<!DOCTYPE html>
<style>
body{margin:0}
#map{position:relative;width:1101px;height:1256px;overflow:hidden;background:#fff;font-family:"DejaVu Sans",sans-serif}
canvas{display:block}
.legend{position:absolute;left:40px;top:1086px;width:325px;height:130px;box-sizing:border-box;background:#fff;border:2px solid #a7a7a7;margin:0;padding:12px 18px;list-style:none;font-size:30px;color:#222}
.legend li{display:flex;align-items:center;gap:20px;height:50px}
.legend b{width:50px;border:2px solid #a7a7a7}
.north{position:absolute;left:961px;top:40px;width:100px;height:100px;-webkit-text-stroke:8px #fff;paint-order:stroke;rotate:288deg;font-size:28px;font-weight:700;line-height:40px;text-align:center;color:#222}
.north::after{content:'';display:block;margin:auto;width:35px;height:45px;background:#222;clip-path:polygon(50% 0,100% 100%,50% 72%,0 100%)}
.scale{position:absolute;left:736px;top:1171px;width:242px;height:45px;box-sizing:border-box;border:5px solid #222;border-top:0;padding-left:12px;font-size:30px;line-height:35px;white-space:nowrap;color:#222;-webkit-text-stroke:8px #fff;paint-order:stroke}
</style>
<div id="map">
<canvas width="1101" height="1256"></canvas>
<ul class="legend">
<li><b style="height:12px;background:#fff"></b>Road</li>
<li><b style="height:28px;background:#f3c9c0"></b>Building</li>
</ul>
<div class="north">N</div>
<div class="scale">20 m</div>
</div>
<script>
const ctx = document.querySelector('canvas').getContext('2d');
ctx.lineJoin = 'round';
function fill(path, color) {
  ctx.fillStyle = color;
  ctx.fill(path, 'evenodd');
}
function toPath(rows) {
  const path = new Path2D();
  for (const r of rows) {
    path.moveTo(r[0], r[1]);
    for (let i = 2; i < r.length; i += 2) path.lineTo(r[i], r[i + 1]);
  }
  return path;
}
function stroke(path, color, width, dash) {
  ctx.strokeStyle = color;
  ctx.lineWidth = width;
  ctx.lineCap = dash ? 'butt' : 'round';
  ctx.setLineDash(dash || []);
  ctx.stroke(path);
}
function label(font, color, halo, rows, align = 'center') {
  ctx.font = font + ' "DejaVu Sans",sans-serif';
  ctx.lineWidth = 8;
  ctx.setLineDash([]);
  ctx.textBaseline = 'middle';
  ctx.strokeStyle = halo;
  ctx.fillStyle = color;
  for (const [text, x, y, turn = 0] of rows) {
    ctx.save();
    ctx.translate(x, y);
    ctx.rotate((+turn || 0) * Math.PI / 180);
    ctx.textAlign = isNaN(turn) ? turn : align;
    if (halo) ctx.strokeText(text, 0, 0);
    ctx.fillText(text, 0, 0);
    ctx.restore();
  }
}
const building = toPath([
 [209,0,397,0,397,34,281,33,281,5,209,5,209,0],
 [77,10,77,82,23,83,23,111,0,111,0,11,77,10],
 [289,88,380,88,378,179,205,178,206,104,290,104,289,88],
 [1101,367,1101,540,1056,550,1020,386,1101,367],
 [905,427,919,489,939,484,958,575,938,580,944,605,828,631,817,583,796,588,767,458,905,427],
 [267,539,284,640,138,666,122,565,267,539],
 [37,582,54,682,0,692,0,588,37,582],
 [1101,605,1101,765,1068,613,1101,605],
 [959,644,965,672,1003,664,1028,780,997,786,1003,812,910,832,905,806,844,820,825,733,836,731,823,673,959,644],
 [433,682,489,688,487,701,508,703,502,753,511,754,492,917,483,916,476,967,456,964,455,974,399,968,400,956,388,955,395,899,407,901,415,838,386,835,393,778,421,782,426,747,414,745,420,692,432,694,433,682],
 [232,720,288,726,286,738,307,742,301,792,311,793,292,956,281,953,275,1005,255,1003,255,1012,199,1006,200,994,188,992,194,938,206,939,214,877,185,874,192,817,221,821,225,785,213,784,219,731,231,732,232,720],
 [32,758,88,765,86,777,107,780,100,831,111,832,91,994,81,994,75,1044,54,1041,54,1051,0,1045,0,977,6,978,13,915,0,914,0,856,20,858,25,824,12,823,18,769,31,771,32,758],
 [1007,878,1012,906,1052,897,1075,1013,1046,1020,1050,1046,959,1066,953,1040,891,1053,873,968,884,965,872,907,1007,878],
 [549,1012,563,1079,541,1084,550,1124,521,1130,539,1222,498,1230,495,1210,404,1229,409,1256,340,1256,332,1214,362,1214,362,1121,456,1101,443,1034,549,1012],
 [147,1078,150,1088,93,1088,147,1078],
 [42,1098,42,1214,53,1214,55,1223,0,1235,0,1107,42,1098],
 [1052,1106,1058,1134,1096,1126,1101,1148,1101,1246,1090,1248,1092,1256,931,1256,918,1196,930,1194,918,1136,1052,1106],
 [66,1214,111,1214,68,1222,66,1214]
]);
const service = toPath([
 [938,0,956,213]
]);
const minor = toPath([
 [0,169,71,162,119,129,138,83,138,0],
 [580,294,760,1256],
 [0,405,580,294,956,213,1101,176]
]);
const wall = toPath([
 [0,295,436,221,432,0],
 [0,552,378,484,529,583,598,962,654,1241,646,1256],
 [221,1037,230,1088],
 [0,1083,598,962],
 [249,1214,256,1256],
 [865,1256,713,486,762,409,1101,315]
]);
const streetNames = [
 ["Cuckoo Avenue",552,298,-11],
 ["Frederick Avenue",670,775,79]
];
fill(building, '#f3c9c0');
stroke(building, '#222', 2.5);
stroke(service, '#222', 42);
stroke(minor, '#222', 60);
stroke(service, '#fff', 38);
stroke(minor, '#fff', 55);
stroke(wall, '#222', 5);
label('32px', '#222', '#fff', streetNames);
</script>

Brief =>
Tell how many lines above contain the word "function". Nothing but the number is needed.

Answer for the task =>
4